The answer must consist of every line below that holds the word "Santa".

[Saved data entries]
▶

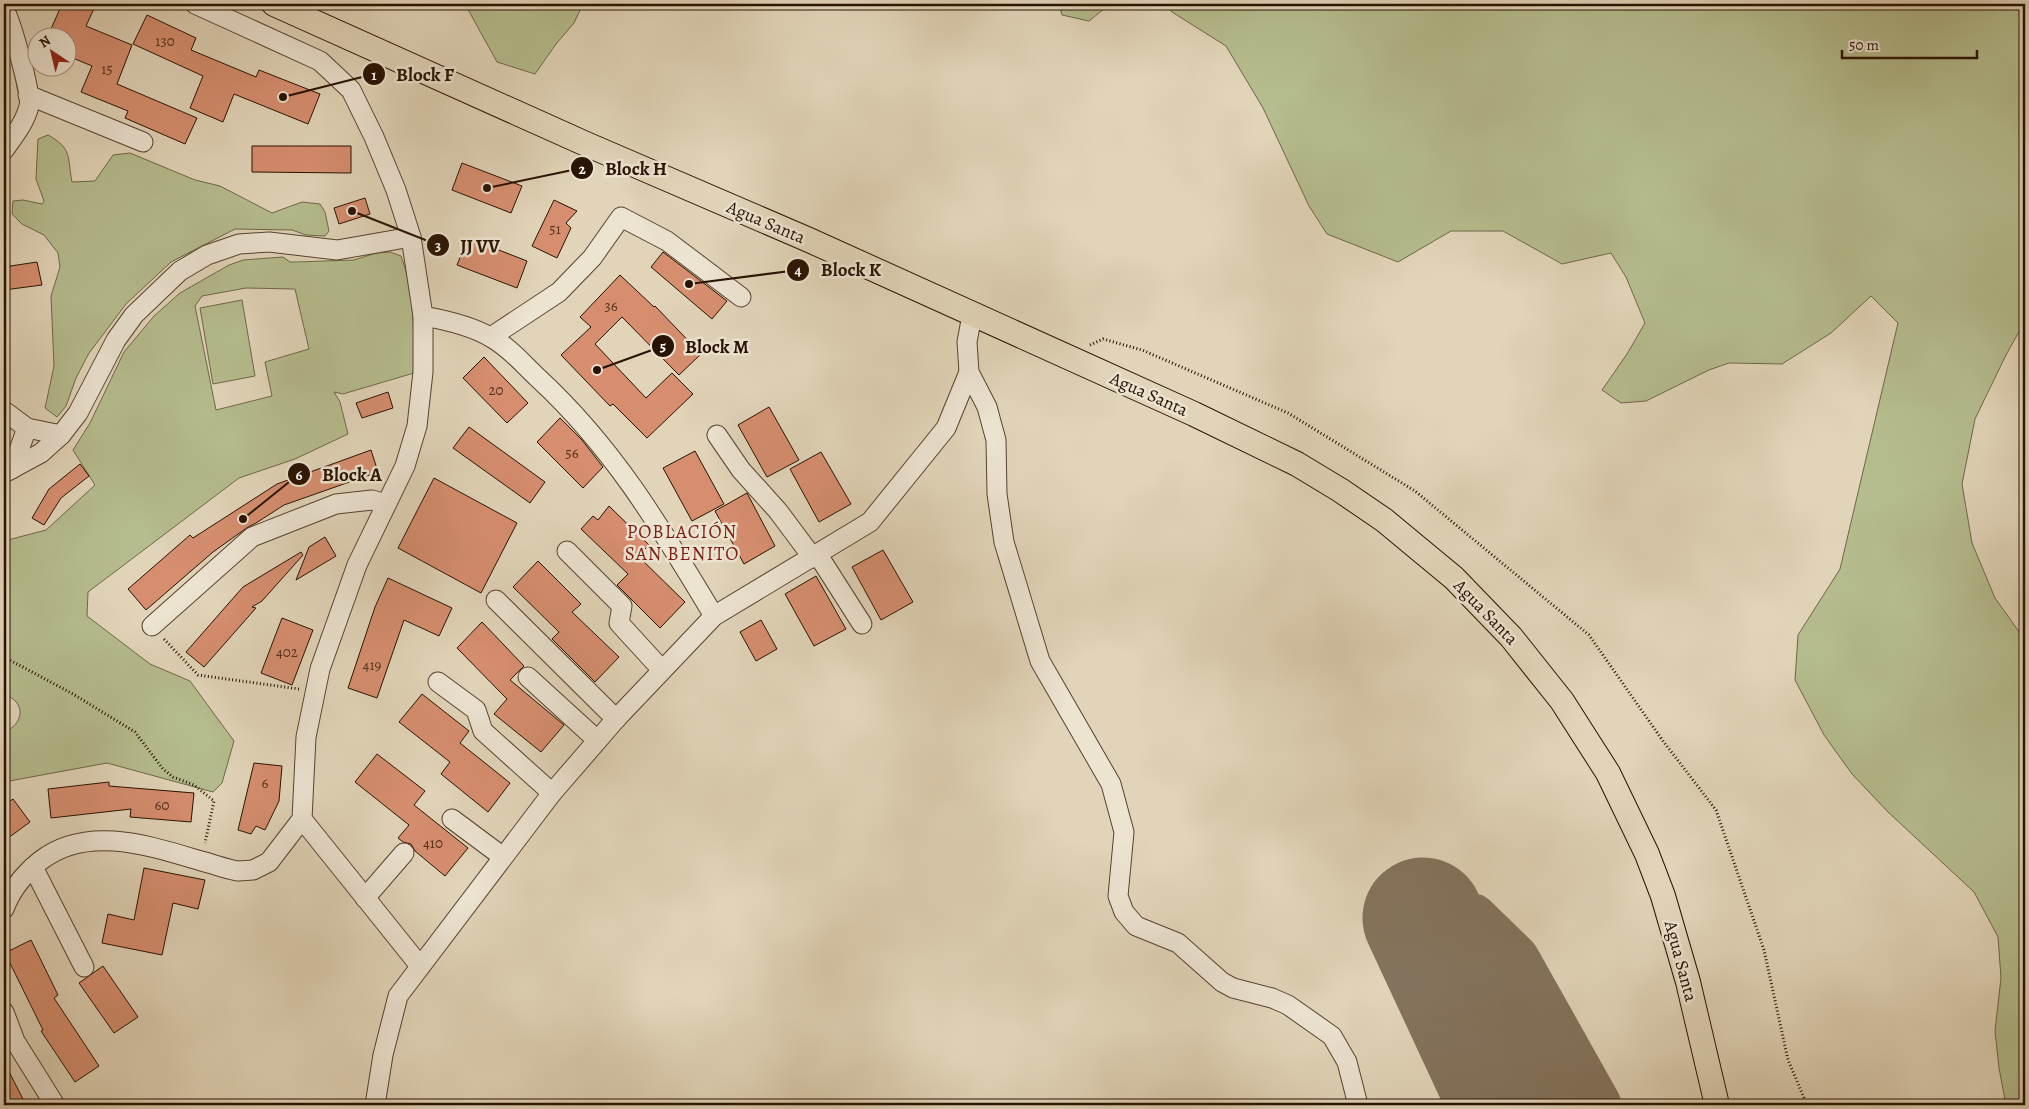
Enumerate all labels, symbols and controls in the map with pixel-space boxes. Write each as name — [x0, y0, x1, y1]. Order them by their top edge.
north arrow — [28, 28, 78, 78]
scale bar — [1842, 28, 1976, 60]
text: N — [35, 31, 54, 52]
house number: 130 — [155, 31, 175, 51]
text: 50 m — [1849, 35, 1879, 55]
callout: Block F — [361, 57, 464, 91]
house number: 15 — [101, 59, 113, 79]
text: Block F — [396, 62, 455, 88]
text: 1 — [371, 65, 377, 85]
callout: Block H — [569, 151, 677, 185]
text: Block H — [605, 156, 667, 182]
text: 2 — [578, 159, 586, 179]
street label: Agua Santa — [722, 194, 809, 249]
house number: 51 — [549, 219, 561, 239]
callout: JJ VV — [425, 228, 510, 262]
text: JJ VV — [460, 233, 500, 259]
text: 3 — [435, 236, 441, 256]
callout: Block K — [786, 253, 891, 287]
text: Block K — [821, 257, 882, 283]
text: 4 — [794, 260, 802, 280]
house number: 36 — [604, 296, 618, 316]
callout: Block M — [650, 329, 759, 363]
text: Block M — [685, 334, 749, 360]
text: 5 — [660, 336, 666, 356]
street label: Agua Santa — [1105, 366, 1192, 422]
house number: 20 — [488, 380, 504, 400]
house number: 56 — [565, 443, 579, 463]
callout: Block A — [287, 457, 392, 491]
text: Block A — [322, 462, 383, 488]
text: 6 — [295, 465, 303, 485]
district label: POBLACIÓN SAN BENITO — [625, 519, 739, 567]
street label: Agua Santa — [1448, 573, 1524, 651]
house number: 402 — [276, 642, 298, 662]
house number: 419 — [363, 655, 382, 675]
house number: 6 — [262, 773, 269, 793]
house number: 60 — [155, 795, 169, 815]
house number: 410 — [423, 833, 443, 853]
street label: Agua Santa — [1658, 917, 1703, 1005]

◀

Answer box ::
street label: Agua Santa — [722, 194, 809, 249]
street label: Agua Santa — [1105, 366, 1192, 422]
street label: Agua Santa — [1448, 573, 1524, 651]
street label: Agua Santa — [1658, 917, 1703, 1005]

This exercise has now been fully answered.